→ **Task goal**
Find the lines holding the string "action" in the data, then copy all of them.

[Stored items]
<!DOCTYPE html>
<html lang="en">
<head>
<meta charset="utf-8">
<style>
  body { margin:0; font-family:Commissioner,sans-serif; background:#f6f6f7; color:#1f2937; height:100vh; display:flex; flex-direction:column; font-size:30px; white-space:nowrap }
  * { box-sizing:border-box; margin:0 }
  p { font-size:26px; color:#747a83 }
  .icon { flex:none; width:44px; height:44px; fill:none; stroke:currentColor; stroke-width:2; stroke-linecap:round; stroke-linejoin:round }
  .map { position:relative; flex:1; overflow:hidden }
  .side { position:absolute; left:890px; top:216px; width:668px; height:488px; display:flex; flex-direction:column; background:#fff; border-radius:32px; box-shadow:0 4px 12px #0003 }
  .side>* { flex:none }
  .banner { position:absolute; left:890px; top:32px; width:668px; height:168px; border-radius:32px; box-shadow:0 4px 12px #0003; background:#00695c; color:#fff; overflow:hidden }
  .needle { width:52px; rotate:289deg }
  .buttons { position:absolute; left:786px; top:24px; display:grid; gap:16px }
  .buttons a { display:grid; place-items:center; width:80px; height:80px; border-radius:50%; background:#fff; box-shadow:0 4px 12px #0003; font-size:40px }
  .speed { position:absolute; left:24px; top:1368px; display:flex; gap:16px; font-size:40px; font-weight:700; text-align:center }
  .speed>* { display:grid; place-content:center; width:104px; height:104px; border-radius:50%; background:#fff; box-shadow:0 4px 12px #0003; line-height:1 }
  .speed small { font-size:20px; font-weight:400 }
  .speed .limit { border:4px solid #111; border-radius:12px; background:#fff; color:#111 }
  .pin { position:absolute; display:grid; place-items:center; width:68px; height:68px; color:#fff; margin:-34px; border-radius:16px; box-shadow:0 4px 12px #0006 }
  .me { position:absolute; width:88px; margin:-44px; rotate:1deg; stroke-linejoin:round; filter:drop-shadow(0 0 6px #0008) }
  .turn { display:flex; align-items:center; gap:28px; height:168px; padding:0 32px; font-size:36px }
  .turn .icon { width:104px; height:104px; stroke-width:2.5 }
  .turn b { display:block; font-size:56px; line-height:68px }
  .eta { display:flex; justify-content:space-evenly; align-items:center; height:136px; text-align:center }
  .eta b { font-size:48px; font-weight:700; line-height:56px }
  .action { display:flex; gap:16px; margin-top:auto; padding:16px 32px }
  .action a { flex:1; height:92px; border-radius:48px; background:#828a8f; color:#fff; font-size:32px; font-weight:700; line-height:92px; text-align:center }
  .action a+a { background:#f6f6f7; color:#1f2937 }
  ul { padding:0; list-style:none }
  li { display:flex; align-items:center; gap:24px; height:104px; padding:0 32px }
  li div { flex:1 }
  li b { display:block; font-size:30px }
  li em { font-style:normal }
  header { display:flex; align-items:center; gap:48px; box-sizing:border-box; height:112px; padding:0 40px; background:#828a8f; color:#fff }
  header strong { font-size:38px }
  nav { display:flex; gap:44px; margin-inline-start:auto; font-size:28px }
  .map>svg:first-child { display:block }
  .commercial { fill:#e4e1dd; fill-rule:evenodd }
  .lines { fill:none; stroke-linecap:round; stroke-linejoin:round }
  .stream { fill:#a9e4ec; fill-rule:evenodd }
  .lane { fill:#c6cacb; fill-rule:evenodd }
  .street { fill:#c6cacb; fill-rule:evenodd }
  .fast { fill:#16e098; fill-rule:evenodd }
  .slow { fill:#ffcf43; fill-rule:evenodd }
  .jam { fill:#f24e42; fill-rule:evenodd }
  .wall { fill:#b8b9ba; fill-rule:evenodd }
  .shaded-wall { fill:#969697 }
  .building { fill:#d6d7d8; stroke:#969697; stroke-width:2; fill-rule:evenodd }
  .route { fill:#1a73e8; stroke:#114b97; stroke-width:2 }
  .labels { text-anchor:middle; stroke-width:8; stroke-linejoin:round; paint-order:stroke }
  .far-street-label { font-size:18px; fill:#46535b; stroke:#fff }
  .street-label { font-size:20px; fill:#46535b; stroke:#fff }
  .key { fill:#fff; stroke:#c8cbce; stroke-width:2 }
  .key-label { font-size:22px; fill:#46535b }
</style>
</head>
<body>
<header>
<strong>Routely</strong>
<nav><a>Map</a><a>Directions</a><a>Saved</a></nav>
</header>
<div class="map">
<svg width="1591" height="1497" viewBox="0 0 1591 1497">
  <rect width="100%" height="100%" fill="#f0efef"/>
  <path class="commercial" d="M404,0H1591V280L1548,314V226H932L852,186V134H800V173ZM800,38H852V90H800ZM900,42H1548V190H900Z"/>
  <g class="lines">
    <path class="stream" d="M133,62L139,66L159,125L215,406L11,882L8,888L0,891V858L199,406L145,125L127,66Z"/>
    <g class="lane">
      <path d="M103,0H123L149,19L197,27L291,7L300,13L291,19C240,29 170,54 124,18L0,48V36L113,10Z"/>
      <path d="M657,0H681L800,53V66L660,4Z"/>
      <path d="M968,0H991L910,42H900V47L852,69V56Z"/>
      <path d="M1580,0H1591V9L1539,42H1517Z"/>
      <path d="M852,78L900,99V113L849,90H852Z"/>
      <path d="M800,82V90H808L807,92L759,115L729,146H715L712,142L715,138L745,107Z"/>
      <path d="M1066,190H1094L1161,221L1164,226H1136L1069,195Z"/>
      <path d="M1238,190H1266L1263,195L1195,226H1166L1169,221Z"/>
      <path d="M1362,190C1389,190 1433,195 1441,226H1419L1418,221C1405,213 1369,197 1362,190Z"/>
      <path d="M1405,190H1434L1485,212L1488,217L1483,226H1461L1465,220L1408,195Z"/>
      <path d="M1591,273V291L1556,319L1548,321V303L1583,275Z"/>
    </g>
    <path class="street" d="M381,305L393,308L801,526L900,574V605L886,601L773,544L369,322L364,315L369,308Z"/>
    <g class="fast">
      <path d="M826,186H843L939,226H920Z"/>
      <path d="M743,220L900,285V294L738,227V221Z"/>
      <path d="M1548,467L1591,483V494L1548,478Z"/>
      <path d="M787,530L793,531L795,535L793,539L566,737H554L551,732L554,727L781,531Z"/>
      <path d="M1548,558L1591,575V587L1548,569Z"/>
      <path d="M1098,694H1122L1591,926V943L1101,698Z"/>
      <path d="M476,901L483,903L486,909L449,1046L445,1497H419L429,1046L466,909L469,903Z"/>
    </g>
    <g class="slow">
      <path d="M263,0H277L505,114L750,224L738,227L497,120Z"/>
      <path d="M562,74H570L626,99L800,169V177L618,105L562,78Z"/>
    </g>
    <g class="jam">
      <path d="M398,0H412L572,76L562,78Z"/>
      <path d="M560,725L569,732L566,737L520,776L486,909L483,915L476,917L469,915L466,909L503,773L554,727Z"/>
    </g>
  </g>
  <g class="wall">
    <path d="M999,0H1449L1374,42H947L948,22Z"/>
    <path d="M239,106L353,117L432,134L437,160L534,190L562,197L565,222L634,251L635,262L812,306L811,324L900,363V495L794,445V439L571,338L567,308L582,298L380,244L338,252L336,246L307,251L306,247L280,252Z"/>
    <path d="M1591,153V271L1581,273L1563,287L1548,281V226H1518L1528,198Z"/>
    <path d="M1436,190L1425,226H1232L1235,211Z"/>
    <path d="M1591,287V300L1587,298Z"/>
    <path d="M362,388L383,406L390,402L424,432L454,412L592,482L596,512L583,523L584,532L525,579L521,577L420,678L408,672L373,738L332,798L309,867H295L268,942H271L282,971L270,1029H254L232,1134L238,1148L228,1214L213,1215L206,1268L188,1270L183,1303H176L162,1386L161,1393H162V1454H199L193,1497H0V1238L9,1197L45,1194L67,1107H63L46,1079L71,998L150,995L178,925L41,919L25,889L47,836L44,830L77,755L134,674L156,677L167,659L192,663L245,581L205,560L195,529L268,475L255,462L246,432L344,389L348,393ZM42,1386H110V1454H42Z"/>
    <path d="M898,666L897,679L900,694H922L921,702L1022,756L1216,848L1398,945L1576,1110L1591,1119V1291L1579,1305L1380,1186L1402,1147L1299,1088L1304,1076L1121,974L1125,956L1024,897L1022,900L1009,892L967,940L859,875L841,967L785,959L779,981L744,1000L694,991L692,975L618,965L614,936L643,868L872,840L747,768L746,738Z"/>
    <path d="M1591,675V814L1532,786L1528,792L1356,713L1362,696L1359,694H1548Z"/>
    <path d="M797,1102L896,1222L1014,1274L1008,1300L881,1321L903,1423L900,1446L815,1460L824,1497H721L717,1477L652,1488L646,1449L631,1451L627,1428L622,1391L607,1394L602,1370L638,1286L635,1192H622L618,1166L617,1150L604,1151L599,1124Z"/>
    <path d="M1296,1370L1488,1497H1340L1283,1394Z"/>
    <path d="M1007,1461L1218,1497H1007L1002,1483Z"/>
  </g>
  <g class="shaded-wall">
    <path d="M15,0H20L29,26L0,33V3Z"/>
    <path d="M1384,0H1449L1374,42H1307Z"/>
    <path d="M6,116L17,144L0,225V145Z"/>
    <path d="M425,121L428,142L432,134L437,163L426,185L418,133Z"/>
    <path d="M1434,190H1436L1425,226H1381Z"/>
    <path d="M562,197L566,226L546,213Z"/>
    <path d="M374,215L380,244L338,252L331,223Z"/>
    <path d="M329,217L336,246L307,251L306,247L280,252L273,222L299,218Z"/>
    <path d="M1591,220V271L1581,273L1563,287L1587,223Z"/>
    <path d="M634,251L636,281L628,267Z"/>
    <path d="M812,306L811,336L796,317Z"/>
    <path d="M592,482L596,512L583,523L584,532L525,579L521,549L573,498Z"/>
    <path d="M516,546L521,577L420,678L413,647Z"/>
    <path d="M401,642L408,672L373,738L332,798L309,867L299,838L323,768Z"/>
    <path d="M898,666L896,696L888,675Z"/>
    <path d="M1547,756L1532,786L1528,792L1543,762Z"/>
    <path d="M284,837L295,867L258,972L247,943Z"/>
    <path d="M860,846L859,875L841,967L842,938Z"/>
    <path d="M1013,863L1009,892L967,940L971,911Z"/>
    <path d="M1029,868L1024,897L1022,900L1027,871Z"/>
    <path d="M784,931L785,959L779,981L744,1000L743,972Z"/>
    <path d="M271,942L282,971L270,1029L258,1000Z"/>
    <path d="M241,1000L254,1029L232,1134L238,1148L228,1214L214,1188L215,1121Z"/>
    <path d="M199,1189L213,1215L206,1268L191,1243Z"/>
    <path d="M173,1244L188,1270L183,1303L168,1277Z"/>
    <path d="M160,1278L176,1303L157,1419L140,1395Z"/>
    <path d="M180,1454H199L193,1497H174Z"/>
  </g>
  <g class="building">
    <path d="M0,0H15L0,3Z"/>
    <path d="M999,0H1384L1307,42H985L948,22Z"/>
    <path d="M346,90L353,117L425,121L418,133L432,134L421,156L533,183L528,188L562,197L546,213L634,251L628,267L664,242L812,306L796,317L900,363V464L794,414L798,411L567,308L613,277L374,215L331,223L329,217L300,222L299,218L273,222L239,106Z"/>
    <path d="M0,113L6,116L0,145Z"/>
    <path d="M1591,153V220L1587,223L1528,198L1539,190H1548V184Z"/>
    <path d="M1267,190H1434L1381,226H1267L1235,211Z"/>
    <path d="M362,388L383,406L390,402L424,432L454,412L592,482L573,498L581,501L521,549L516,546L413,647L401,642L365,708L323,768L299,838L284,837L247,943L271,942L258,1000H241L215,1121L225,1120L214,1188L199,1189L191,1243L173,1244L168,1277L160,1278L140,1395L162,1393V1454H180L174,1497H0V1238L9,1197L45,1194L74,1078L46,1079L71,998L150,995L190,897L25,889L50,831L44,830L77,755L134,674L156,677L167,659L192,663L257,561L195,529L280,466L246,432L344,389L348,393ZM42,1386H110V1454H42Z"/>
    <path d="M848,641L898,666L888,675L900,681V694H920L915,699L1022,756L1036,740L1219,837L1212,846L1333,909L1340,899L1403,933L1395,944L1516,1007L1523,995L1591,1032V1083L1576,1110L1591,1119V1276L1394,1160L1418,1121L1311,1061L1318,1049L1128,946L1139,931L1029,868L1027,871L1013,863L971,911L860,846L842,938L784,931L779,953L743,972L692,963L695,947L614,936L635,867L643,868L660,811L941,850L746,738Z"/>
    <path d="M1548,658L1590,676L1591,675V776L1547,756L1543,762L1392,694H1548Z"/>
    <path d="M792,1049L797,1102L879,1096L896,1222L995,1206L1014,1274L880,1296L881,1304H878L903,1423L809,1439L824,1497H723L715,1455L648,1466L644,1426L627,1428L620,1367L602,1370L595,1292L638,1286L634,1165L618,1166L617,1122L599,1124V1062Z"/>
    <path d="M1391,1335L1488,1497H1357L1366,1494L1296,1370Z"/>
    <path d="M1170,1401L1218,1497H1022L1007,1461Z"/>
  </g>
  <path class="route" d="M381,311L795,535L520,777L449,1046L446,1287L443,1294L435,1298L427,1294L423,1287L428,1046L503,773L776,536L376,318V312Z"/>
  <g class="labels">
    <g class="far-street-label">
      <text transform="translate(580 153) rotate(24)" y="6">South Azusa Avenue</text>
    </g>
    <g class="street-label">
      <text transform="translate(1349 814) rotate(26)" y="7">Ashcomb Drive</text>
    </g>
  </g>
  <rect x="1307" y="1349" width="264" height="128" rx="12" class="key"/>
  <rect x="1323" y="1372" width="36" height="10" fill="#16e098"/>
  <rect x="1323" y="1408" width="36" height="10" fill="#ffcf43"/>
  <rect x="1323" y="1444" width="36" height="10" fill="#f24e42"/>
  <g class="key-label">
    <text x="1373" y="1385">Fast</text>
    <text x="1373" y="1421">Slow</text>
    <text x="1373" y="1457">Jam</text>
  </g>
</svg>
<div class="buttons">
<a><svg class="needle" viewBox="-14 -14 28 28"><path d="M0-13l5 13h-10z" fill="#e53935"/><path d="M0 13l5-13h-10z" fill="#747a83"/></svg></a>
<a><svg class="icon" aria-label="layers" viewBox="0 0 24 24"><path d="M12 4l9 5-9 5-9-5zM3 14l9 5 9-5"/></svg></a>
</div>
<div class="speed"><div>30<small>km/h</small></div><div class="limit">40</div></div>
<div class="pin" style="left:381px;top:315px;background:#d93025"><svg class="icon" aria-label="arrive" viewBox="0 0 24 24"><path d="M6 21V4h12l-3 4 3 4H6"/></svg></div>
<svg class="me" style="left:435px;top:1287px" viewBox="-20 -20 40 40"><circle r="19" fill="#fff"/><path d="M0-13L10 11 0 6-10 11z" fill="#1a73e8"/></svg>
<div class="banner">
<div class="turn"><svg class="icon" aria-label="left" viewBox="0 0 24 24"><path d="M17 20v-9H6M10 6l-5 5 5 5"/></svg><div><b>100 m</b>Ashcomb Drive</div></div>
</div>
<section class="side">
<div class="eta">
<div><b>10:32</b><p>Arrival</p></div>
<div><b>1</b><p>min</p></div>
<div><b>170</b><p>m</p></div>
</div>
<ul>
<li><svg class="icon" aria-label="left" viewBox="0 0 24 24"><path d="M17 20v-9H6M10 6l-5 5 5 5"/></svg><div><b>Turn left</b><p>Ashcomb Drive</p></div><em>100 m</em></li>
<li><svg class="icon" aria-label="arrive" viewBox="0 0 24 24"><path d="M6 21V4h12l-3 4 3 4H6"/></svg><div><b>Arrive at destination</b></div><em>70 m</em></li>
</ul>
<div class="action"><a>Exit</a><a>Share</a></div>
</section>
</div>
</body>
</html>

→ **Task output**
  .action { display:flex; gap:16px; margin-top:auto; padding:16px 32px }
  .action a { flex:1; height:92px; border-radius:48px; background:#828a8f; color:#fff; font-size:32px; font-weight:700; line-height:92px; text-align:center }
  .action a+a { background:#f6f6f7; color:#1f2937 }
<div class="action"><a>Exit</a><a>Share</a></div>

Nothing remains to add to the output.